KIEREN Fallon is spending time with his children in England this weekend as he waits on a hospital place becoming available in Ireland so he can begin treatment for depression.

The 51-year-old surprised the racing world this week by announcing his sudden retirement from the saddle. Speaking on Fallon’s behalf, Turf Club doctor Dr Adrian McGoldrick said: “Kieren is suffering from severe depression. When he came to me before getting his licence to ride this year it was clear he was suffering from depression and I treated him with anti-depressants.”

Fallon had been on the cusp of retiring then but had been convinced by Curragh trainer Michael O’Callaghan to become his stable jockey. They enjoyed a handful of winners together before Fallon had a fall on the gallops last week, which appears to have been the final straw.

O’Callaghan said yesterday: “I have been speaking to Kieren and he’s not too bad, his head is not completely on the floor. He is overwhelmed by all the support he has received, which has helped. I hope he will stay in racing and we would be delighted to keep him associated with our yard.”

Explaining the background to Fallon’s decision to retire, Dr McGoldrick said: “He rang me last week and said his situation had got worse. He told me he had lost the motivation to continue his riding career and wanted people to know about his decision to retire. He said it was time to move on once his depression has been managed.

PROFOUND FATIGUE

“In recent years he found himself suffering from profound fatigue but nothing physically wrong was found when doctors examined him.”

Dr McGoldrick continued: “We know that a lot of elite athletes have depression. I commissioned a survey in racing last year and 49% of jockeys in Ireland actually had symptoms of depression.”

Fallon moved back to Ireland this spring after more than a year in America. Up to last week he had ridden nine winners from 115 mounts. He has also had a handful of winners in the UK.

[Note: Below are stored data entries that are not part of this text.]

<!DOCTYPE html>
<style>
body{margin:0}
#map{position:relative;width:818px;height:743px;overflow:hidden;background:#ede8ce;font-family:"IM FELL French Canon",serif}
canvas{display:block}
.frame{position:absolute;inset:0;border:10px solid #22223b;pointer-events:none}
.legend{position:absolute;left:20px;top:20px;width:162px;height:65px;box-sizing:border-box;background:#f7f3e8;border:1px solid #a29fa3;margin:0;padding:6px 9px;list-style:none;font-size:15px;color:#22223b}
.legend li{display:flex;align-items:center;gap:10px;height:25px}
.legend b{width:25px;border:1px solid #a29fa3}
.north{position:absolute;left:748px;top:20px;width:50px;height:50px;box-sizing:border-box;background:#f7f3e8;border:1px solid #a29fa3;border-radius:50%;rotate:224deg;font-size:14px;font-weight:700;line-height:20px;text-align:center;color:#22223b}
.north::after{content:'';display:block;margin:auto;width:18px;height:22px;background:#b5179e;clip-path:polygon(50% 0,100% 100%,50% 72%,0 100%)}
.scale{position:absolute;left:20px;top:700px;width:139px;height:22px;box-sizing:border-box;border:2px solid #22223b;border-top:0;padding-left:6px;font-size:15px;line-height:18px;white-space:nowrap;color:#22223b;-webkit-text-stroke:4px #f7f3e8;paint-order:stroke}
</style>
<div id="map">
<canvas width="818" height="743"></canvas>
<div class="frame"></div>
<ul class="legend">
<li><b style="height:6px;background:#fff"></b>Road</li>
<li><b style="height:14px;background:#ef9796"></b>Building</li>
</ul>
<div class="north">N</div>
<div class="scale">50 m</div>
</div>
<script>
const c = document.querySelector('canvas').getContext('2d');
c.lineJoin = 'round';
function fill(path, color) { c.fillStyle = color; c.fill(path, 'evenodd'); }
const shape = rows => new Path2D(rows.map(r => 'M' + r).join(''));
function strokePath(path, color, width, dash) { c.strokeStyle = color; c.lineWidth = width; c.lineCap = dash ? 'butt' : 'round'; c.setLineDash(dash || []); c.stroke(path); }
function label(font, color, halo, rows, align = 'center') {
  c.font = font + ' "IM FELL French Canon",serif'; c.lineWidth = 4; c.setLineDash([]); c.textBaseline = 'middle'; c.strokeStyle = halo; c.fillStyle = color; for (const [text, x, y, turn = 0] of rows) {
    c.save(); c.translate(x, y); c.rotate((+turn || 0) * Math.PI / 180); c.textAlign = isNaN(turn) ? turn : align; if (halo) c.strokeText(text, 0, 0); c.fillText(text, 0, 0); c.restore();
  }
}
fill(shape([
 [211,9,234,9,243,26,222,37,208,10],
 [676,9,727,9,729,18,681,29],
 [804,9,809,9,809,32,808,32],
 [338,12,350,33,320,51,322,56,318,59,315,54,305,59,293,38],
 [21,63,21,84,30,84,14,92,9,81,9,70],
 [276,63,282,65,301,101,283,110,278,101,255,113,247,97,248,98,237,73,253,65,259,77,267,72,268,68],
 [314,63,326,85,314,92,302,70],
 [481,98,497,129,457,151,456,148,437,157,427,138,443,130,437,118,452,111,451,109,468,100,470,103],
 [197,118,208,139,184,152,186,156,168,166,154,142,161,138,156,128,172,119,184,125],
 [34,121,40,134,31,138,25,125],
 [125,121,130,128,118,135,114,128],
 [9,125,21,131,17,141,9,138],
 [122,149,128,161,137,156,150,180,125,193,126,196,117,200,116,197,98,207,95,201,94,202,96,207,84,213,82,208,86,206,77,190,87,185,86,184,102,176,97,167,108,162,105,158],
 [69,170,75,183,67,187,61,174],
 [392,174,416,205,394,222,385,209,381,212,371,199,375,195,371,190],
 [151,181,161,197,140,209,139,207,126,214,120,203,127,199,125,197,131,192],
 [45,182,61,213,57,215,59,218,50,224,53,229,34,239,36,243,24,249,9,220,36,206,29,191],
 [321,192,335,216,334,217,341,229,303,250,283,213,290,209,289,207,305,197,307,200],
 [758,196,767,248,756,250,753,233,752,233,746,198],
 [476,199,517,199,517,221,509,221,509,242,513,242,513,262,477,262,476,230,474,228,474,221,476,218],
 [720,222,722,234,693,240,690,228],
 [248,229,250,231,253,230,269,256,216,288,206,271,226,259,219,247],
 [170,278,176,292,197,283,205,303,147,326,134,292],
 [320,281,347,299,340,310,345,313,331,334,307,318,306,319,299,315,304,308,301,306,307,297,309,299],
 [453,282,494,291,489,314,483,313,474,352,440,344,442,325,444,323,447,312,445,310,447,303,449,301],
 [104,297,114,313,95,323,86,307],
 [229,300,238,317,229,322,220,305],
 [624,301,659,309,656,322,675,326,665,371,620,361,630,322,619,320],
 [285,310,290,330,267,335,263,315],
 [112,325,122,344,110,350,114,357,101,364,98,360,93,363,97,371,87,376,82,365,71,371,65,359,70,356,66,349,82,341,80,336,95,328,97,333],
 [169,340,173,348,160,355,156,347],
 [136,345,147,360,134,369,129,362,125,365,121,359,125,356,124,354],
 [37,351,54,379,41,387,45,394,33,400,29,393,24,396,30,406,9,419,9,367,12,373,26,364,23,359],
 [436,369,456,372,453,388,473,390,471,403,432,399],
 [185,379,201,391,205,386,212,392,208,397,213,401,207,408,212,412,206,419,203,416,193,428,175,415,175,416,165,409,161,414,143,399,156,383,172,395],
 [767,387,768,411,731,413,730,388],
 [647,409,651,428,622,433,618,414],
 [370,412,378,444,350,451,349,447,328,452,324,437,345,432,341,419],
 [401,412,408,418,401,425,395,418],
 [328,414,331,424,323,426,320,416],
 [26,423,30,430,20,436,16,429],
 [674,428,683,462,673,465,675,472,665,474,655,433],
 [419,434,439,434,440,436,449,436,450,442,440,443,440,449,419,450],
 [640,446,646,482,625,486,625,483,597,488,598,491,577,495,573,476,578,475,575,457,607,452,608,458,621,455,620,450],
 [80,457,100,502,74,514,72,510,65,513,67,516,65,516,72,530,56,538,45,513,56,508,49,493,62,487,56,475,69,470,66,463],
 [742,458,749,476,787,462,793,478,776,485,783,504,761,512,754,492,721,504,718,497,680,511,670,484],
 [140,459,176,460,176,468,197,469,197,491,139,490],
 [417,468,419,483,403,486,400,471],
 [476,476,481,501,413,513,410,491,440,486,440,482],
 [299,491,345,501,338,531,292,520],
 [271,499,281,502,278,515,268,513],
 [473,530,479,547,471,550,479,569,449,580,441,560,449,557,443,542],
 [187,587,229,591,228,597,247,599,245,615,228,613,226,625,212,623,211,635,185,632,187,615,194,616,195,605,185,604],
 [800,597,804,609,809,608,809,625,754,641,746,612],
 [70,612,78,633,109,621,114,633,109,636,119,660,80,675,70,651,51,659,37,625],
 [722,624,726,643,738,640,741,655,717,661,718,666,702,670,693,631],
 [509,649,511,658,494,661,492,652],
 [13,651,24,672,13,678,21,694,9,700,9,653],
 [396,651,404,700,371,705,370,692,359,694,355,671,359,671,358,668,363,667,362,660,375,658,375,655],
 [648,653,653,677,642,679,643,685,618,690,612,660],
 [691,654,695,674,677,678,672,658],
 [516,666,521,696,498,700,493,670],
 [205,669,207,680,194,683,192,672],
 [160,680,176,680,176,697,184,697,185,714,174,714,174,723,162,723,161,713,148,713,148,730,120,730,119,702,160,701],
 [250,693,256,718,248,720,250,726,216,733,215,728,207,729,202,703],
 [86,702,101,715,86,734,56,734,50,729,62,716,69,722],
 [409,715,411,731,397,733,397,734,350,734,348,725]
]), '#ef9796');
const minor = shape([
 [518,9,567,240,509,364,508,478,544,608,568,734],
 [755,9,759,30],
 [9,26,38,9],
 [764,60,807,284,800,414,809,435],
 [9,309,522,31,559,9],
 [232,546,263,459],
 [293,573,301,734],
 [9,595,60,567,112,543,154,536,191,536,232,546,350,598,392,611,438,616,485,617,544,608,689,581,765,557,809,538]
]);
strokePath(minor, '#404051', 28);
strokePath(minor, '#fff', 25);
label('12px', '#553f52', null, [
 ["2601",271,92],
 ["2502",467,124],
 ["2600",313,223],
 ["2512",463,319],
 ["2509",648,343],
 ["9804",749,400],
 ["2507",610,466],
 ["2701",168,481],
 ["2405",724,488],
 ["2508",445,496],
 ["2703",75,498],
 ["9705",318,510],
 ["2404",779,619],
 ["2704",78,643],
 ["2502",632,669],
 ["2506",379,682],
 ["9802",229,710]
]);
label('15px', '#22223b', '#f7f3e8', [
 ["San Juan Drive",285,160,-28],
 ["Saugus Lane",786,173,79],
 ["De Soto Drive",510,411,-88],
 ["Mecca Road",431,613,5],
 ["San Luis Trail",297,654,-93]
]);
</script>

Originally from Clare, Fallon rode over 2,000 winners in his career. He started as an apprentice on the Curragh with Kevin Prendergast before moving to the north of England in 1982. Based with trainer Jimmy Fitzgerald, he slowly won admirers and came to prominence when landing some gambles for trainer Lynda Ramsden and her husband Jack in the early 1990s.

It was around this time also that Fallon developed a reputation as a fiery character. In 1994 he received a six-month ban for pulling another jockey off a horse.

Fallon’s career took a massive upward curve in 1997 when he joined Henry Cecil’s powerful Newmarket stable. The big winners soon flowed - the 1000 Guineas on Sleepytime and the Oaks on the top-class Reams Of Verse.

He was champion jockey that year with over 200 winners, but the partnership ended in 1999 and Fallon moved on to the Sir Michael Stoute yard.

A bad fall at Royal Ascot in 2000 left Fallon with a serious shoulder injury, which almost ended his career. But it was not long before major success again came his way aboard the Stoute-trained Golan and King’s Best in the 2000 Guineas, Kris Kin and North Light in the Derby and Russian Rhythm in the 1000 Guineas.

Even in these glory years Fallon was battling alcohol problems, which he admitted in 2003. That did not stop the Coolmore partners from signing him up in 2005 and within weeks Fallon completed the Newmarket Guineas double for his new employers with Footstepsinthesand and Virginia Waters.

The most dramatic year of his professional career came in 2007. The day after he won the Prix de l’Arc de Triomphe with a nerveless ride on Aidan O’Brien’s Dylan Thomas, enduring an agonising wait to be confirmed the winner in a stewards’ inquiry, he was at the Old Bailey for the infamous ‘race-fixing’ trial.

And just as soon as the case against him and five others collapsed, Fallon was slapped with an 18-month ban for a positive drugs test when riding at Deauville that August.

It was not his first offence, either, with Fallon having previously served a six-month spell on the sidelines after testing positive, again in France, in 2006.

This second suspension inevitably ended his fruitful association with Coolmore, who had stood by him through his court troubles.

Fallon made a comeback in 2009 but, despite support from trainers Luca Cumani, Mark Johnston and others, he struggled to get himself on the best horses in the top races. Two Group 1 wins in 2012 - on Most Improved in the St James’s Palace Stakes and Society Rock in the Haydock Sprint Cup - stood out.

A chance ride on 40/1 shot Night Of Thunder in the 2000 Guineas two years ago gave him a final classic winner. Fallon struck up a brief partnership with Godolphin that spring but, despite a Royal Ascot winner that year, the relationship fizzled out and Fallon moved to America that autumn.